Jugend-Eurythmie auf den Philippinen

Mayra Bosshard

Drei Wochen waren wir, das ArteNova Jugend Öirütmie Ensemble, bestehend aus neun Jugendlichen, unserer Leiterin Tanja Baumgartner und unserem Tourmanager Eckart Grundmann mit dem Programm Transitions auf den Philippinen zu Gast. 6.000 Leute haben wir mit sechs Eurythmieaufführungen von Nord bis Süd des Inselstaates erreicht und ihnen etwas für sie zum Teil völlig neues gezeigt.

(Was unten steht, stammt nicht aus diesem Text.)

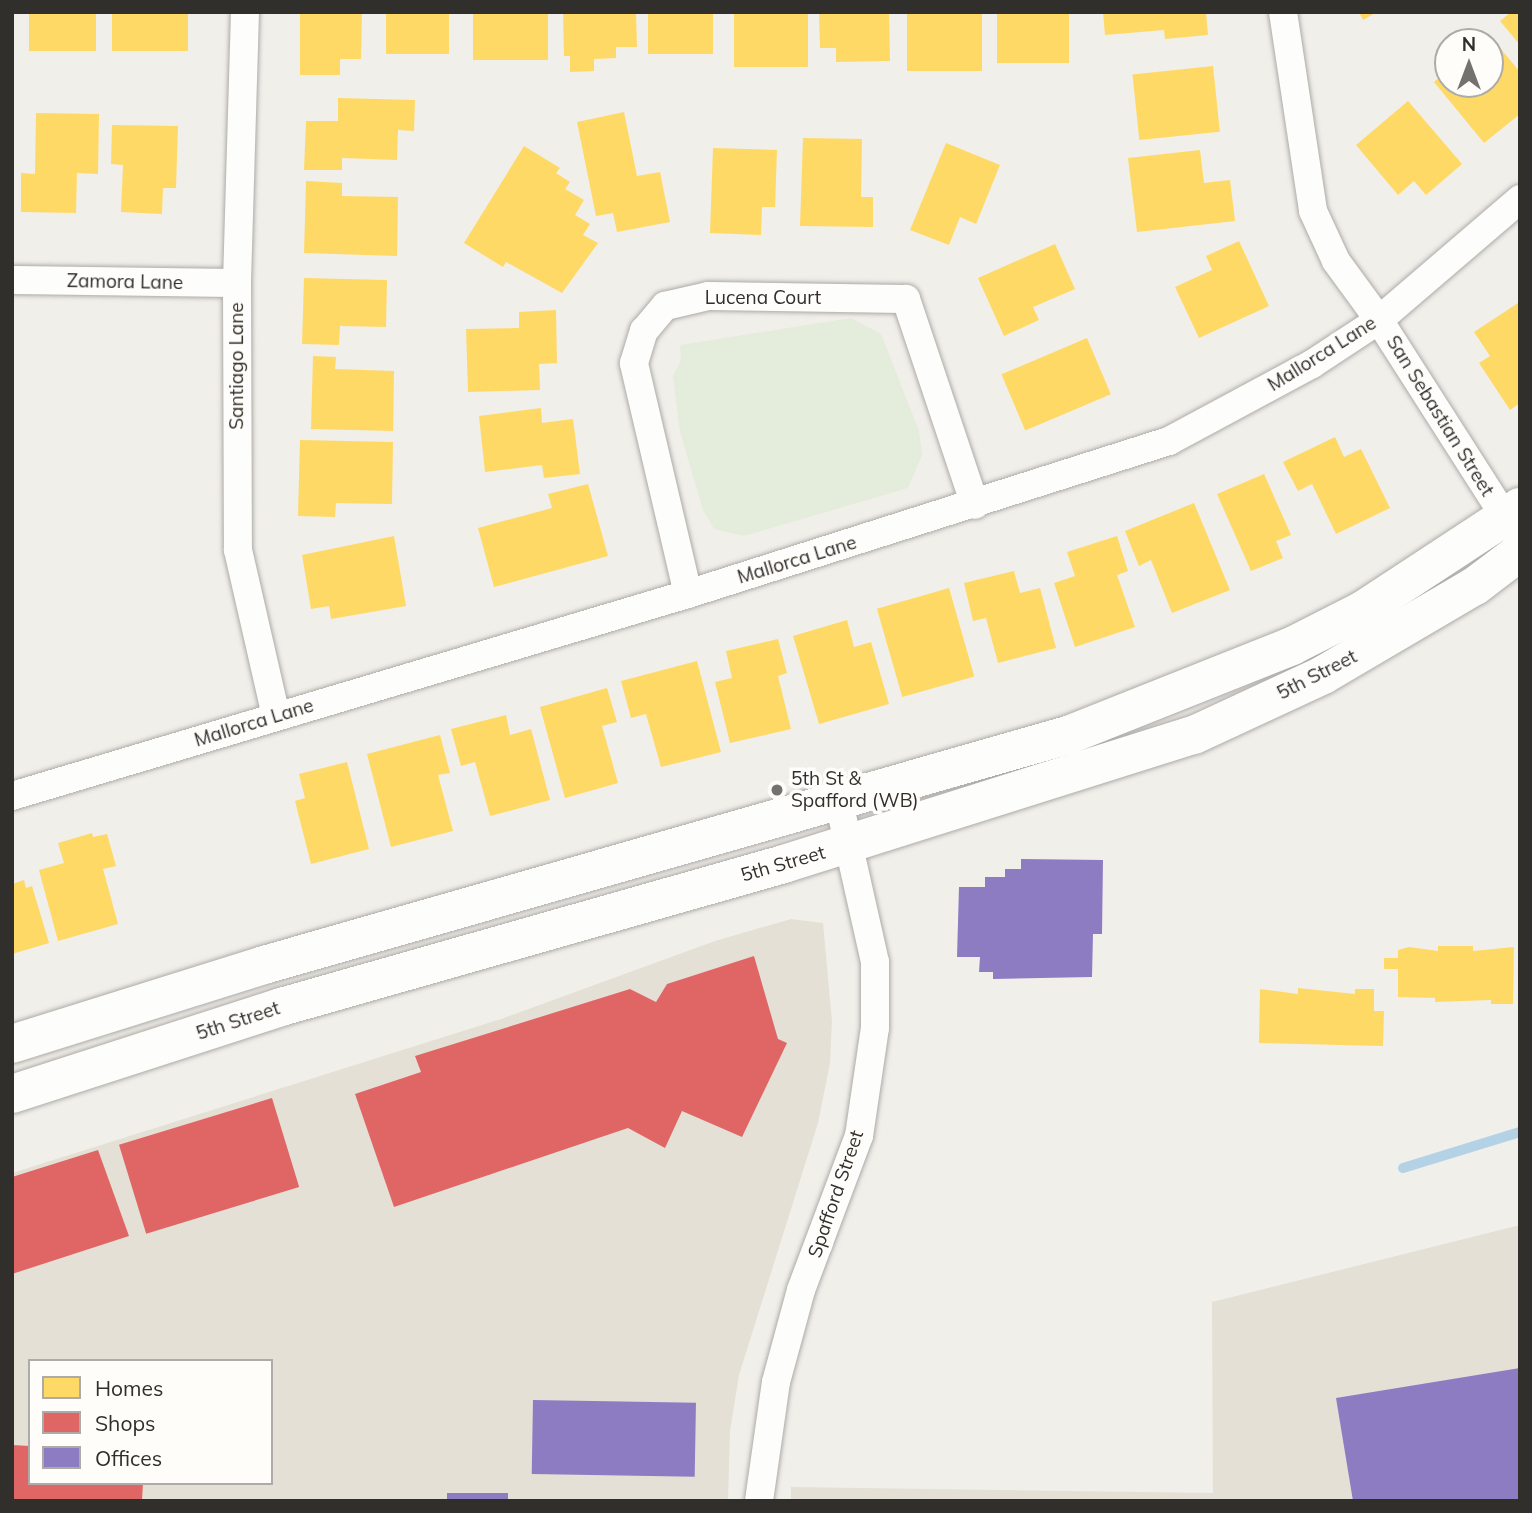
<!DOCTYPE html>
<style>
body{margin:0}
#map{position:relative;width:1532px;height:1513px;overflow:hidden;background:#f1efea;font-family:Mulish,sans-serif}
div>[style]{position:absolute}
.built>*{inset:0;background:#e4e0d5}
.green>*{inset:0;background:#e4ecdb}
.homes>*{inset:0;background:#ffd966;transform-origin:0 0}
.shops>*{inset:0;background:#e06666;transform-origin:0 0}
.offices>*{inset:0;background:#8e7cc3;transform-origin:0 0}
.stream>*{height:10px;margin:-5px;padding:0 5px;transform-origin:5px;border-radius:5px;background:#b3d2e6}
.roads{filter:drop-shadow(0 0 2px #adaba7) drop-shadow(0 0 2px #adaba7)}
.minor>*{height:28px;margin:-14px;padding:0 14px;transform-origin:14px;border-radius:14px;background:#fdfdfc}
.secondary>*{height:38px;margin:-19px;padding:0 19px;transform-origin:19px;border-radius:19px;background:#fdfdfc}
.dots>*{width:19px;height:19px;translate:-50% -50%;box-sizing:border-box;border:4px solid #fffdfa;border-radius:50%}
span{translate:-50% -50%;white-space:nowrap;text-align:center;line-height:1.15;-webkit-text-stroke:7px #fffdfa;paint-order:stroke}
.street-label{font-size:19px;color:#312f2c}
.poi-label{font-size:19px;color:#312f2c}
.left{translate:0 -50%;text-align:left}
.frame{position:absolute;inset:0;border:14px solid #312f2c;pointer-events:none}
.legend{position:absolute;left:28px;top:1359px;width:245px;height:126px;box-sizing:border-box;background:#fffdfa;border:2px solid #adaba8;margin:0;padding:9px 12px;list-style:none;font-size:21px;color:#312f2c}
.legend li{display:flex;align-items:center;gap:14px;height:35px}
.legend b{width:35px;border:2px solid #adaba8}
.north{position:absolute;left:1434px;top:28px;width:70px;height:70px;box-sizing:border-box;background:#fffdfa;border:2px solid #adaba8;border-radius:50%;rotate:0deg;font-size:19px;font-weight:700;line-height:28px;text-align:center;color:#312f2c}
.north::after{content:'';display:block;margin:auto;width:24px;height:32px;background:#74726e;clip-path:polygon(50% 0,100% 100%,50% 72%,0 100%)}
</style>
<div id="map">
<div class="built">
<i style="clip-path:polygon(evenodd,791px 919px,823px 923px,832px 1021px,830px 1063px,818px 1123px,739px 1375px,730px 1431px,728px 1501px,12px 1501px,12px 1173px,501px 1019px,715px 941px,791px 919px,30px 1361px,271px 1361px,271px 1483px,30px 1483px,30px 1361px)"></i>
<i style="clip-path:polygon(1520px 1225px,1520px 1501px,791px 1501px,791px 1487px,1213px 1493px,1212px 1302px)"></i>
</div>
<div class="green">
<i style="clip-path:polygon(851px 318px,881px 334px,919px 431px,922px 455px,908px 488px,744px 536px,714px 529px,703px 510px,680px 432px,673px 376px,681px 360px,680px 345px)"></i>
</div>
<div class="homes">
<i style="left:29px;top:12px;width:67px;height:39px"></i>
<i style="left:112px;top:12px;width:76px;height:39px"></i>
<i style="clip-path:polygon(300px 12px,362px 12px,361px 59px,340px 59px,340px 75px,300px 75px)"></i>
<i style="left:386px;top:12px;width:63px;height:42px"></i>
<i style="left:473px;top:12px;width:75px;height:48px"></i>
<i style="clip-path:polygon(563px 12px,636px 12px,637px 47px,616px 47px,616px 58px,594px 59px,594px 71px,570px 72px,570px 56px,564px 56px)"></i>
<i style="left:648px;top:12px;width:65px;height:42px"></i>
<i style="left:734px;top:12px;width:74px;height:55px"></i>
<i style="clip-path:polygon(819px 12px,889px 12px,890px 61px,836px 62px,836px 48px,820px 48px)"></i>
<i style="left:907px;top:12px;width:75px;height:59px"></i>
<i style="left:997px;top:12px;width:72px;height:51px"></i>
<i style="clip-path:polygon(1103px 12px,1206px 12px,1208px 35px,1165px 39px,1164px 30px,1105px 35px)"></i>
<i style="clip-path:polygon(1359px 12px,1377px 12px,1363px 20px)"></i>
<i style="clip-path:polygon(1511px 12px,1520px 12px,1520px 45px,1500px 21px)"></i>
<i style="clip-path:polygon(1490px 36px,1520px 72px,1520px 114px,1484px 143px,1434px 82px,1448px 70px,1448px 84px,1490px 84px,1490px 42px,1483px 42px)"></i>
<i style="left:1213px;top:66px;width:66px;height:81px;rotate:84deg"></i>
<i style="clip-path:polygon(338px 98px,415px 100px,414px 131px,398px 130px,397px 160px,342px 158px,342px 170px,304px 170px,306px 121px,338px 121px)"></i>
<i style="clip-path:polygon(1408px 101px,1462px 164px,1426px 195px,1414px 181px,1398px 195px,1356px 145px)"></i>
<i style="clip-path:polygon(624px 112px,637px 176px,660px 172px,670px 222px,617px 232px,613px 213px,596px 216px,577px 122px)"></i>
<i style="clip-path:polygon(36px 113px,99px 114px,98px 174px,77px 173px,76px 213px,21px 212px,21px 173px,35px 174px)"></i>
<i style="clip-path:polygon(112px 125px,178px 126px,176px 188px,163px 188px,162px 214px,121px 212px,123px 165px,111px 164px)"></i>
<i style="clip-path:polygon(803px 138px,862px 139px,861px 197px,873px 197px,873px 227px,800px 226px)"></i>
<i style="clip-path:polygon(946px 143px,1000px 165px,976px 224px,960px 217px,949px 245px,910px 230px)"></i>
<i style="clip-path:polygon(524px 146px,560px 168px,556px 173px,570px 182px,565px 189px,584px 200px,575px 215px,590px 224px,583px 235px,598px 243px,562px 293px,506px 262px,503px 267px,464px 243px)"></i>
<i style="clip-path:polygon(713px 148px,777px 150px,775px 207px,762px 207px,761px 235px,710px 233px)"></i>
<i style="clip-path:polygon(1200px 150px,1204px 183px,1230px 180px,1235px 221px,1137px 232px,1128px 158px)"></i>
<i style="clip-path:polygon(306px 181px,342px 183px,342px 196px,398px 197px,397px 256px,304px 253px)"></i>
<i style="clip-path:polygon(1239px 241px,1269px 306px,1199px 338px,1175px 287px,1212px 270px,1206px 256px)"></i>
<i style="clip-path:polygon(1055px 244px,1075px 289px,1033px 307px,1039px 320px,1004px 336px,978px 278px)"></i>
<i style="clip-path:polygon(304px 278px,387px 280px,386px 327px,340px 326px,339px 345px,302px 344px)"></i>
<i style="clip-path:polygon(1518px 303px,1520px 403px,1510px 410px,1479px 363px,1490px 356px,1474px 332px)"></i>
<i style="clip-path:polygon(556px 310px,557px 363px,539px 364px,540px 390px,468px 392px,466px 329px,519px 328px,519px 312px)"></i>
<i style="left:1087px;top:338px;width:61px;height:93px;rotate:67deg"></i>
<i style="clip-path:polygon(313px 356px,336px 357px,335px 369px,394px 371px,393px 431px,311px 429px)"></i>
<i style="clip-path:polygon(541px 408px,542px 423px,573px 419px,580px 474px,544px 478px,542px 465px,485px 472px,479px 416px)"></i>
<i style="clip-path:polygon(1335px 437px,1344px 457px,1361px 449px,1390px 508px,1336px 534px,1312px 484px,1298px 491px,1283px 462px)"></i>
<i style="clip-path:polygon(300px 440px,393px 442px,392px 504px,336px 503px,335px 517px,298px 516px)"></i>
<i style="clip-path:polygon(1264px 474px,1291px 535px,1276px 541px,1283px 558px,1251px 571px,1217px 494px)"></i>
<i style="clip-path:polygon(588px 484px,608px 556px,494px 587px,478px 528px,552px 508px,548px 494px)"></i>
<i style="clip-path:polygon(1194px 503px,1230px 590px,1172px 613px,1151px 560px,1139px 566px,1125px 531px)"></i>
<i style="clip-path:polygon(394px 536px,406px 606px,331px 619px,329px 606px,311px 609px,302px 555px)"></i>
<i style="clip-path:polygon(1117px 536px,1128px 571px,1117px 575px,1135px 627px,1075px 647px,1054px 583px,1075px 576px,1067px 552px)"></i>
<i style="clip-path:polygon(1014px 571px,1020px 593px,1040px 588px,1056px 648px,998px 663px,986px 618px,973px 621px,964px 583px)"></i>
<i style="left:949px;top:588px;width:92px;height:75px;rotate:74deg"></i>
<i style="clip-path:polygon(847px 620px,854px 647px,871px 642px,889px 704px,819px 724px,793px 636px)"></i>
<i style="clip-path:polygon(778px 639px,787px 673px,778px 676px,791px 729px,730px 743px,715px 682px,732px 678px,726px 651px)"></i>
<i style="clip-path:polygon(697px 661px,721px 752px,661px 767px,646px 714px,631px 718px,621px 681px)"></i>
<i style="clip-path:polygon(607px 688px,617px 722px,602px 726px,618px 783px,565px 798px,540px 707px)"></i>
<i style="clip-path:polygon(506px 715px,510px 735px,531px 729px,550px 800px,490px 816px,475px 762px,461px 766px,451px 729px)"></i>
<i style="clip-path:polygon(440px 735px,450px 773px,438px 775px,453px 831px,391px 847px,367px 754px)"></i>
<i style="clip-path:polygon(347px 762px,369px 849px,311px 864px,295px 801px,305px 798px,299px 774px)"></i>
<i style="clip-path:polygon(92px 833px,93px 837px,107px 834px,116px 866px,103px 869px,118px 924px,58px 941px,39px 870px,64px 863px,58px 843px)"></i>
<i style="clip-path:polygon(24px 880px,26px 888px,32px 886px,49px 943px,12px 954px,12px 884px)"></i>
<i style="clip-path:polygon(1438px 946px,1473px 946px,1473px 951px,1514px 947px,1513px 1004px,1491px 1004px,1491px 1000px,1435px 1002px,1435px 998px,1398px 997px,1398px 969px,1384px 969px,1384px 958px,1398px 958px,1398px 950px,1409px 947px,1438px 951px)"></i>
<i style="clip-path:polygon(1298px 988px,1355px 994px,1355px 989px,1374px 989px,1374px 1011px,1384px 1011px,1383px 1046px,1259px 1043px,1260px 989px,1298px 994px)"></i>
</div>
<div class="shops">
<i style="clip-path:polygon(754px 956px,778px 1039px,787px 1043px,742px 1137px,682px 1111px,665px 1148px,628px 1128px,394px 1207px,355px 1094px,421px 1072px,415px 1056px,630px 989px,656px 1002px,667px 984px)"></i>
<i style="left:272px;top:1098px;width:93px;height:160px;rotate:73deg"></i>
<i style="clip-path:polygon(98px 1150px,129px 1236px,12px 1274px,12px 1177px)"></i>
<i style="clip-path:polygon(12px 1445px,30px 1446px,30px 1483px,143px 1483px,142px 1501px,12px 1501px)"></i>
</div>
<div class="offices">
<i style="clip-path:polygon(1021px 859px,1103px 860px,1102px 934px,1093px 934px,1092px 977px,993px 979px,993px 972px,979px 972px,980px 957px,957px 957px,959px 887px,985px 887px,985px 877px,1005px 877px,1005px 869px,1021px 869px)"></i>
<i style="clip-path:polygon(1520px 1368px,1520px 1501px,1353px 1501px,1336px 1398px)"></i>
<i style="left:533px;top:1400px;width:163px;height:74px;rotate:1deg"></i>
<i style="left:447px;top:1493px;width:61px;height:8px"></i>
</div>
<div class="stream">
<i style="left:1403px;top:1168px;width:122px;rotate:-17.1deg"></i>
</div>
<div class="roads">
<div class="minor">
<i style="left:245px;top:12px;width:271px;rotate:91.7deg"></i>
<i style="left:237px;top:283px;width:267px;rotate:89.8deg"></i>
<i style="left:238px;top:550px;width:170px;rotate:77.1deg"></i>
<i style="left:1283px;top:12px;width:201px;rotate:81.4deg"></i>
<i style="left:1313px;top:211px;width:55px;rotate:65.3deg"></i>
<i style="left:1336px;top:261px;width:73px;rotate:53.9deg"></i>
<i style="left:1379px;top:320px;width:253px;rotate:57.4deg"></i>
<i style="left:12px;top:280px;width:225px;rotate:0.8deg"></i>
<i style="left:688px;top:594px;width:237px;rotate:-103.2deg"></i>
<i style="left:634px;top:363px;width:34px;rotate:-73deg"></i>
<i style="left:644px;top:331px;width:33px;rotate:-50deg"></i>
<i style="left:665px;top:306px;width:44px;rotate:-13.1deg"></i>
<i style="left:708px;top:296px;width:198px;rotate:0.9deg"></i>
<i style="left:906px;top:299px;width:217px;rotate:71.5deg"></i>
<i style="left:12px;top:796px;width:706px;rotate:-16.64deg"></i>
<i style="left:688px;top:594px;width:505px;rotate:-17.65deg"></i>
<i style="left:1169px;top:441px;width:162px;rotate:-28.3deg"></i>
<i style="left:1312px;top:364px;width:80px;rotate:-33.3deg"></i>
<i style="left:1379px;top:320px;width:186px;rotate:-40.6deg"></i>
<i style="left:759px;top:1501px;width:120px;rotate:-81.9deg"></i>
<i style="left:776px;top:1382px;width:95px;rotate:-74.8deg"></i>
<i style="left:801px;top:1290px;width:165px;rotate:-69.4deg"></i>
<i style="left:859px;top:1136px;width:109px;rotate:-81.6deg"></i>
<i style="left:875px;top:1028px;width:66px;rotate:-90deg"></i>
<i style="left:875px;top:962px;width:164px;rotate:-102.7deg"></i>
</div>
<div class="secondary">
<i style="left:12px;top:1044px;width:264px;rotate:-17.4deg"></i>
<i style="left:264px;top:965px;width:839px;rotate:-15.97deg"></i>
<i style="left:1071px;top:734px;width:238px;rotate:-21.7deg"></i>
<i style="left:1292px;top:646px;width:80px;rotate:-26.9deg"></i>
<i style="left:1363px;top:610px;width:188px;rotate:-33.3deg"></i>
<i style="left:12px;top:1094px;width:283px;rotate:-17.9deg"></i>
<i style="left:281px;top:1007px;width:523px;rotate:-15.87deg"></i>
<i style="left:784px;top:864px;width:430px;rotate:-17.5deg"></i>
<i style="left:1194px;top:735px;width:142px;rotate:-24.9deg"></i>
<i style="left:1323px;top:675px;width:176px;rotate:-30.4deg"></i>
<i style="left:1475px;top:586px;width:56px;rotate:-37.1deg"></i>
</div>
</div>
<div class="dots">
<i style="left:777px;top:790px;background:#74726e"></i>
</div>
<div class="street-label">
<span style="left:125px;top:282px;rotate:1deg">Zamora Lane</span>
<span style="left:763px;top:298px">Lucena Court</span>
<span style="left:1322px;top:354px;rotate:-32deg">Mallorca Lane</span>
<span style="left:237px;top:366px;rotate:-90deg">Santiago Lane</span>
<span style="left:1440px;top:416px;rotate:58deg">San Sebastian Street</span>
<span style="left:797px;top:560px;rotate:-17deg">Mallorca Lane</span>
<span style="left:1317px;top:675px;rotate:-27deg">5th Street</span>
<span style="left:254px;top:723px;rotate:-17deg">Mallorca Lane</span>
<span style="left:783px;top:864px;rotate:-16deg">5th Street</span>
<span style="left:238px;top:1021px;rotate:-18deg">5th Street</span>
<span style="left:836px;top:1194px;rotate:-71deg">Spafford Street</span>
</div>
<div class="poi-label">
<span class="left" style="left:791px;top:790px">5th St &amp;<br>Spafford (WB)</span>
</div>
<div class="frame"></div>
<ul class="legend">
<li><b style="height:19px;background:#ffd966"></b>Homes</li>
<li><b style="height:19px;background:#e06666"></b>Shops</li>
<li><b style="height:19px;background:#8e7cc3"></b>Offices</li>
</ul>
<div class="north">N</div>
</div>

Mit dem Ende dieser Tournee geht nicht nur eine spannende Reise zu den Grenzen und Tiefen der Eurythmie zu Ende, sondern auch ein soziales Erlebnis, das bei uns allen zu bleibenden Eindrücken und tiefgreifenden Erfahrungen geführt hat. „Rot und Grün“ ist Benjamins Antwort auf die Frage zu den Farben Asiens. Für die Meisten von uns ist es das erste Mal auf diesem Kontinent und die Stimmung ist noch neu und unbekannt. Das satte Grün, das dem Auge entgegenstrahlt, solange man den Blick nicht auf die riesigen, weitläufigen Städte richtet, versinkt abends nicht in goldenen, lang anhaltenden Sonnenstrahlen, wie wir Europäer es von den Palmen im Mittelmeerraum kennen, sondern in einem etwas verschwommenen Rotschimmer, der sich wie ein Schleier über den Horizont legt und so schnell verschwindet, wie er gekommen ist.
Bleibender sind da unsere Erfahrungen, die wir aus diesen drei Wochen mitnehmen durften. Eines der eindrücklichsten und prägendsten Erlebnisse für uns alle war die Einladung beim Gouverneur von Cotabato, einer Provinz auf der Insel Mindanao, die 18 Gemeinden umfasst. Anstatt eines strengen älteren Herrn erwartete uns eine offene, warmherzige, aber erschöpfte Frau. Für sie Eurythmie zu machen, ihr zu helfen, ihre Verspannungen zu lockern, einem ganzen Regierungsbüro das Hallelujah beizubringen und dabei erleben zu dürfen, wie offen diese Menschen etwas so neues, ihnen noch vollkommen fremdes annehmen, war eine sehr berührende Erfahrung. Diese Art der Offenheit der Filipinos war es auch, die unsere Aufführungen zu Momenten werden ließ, in denen immer wieder neue Bewegungen und Erfahrungen entstehen konnten. Wo das Tangostück plötzlich um ein Auseinandergehen und wieder Zusammenfinden erweitert werden konnte, ohne vorherige Abmachung oder die Empathie im gleichnamigen Stück mit einem Mal ein Basketball Stadion mit 3.000 Leuten zu begeistern vermochte. Auch banale Dinge wie die gemeinsame Fahrt im offenen Pick-up durch holprige Ananasfelder, das noch bessere Kennenlernen der anderen bei psychologischen Gesellschaftsspielen oder auch nur das gemeinsame, stille „Entgegennehmen“ von bis zu sechs Mahlzeiten am Tag, nur um die unglaubliche Gastfreundschaft der Filipinos nicht zu enttäuschen, haben uns zu einer Gruppe zusammengeschweißt, die Erlebnisse und Erfahrungen teilt, die eine Wir-Dynamik tragen und die zeigen, was möglich wird, wenn Individuen zusammenarbeiten. Das war selbstverständlich nicht immer ganz einfach. Besonders zu Beginn, als wir noch einige Proben brauchten, um unser Programm Transitions (www.jugend-eurythmie.ch) wirklich bühnenreif zu gestalten, musste man sich auch immer wieder zusammennehmen, von seinen eigenen Bedürfnissen absehen und der Gruppe, unserem Projekt den bedingungslosen Vorrang einräumen. Wir versuchten, die anderen „aufzuwecken“ und sich selber „wecken“ zu lassen, wo man noch träumte, ohne sich dessen bewusst zu sein. Wie unsere Leiterin Tanja Baumgartner sagte: wir wollen ein gemeinsames Kind auf die Welt bringen, den nebensächlichen und sehr persönlichen Befindlichkeiten können wir uns später wieder widmen.
Und ich denke, wir können es wagen zu sagen, wir haben es geschafft. Wir haben ein Kind auf die Philippinen gebracht und mag es auch noch in seinen Babyschuhen stecken, so hat es doch immerhin seine ersten Schritte gemacht und wurde dabei von unzähligen Händen unterstützt und so vielen Augen gesehen und wertgeschätzt.
Einen herzlichen Dank an alle, die unsere Tour so großzügig unterstützt haben!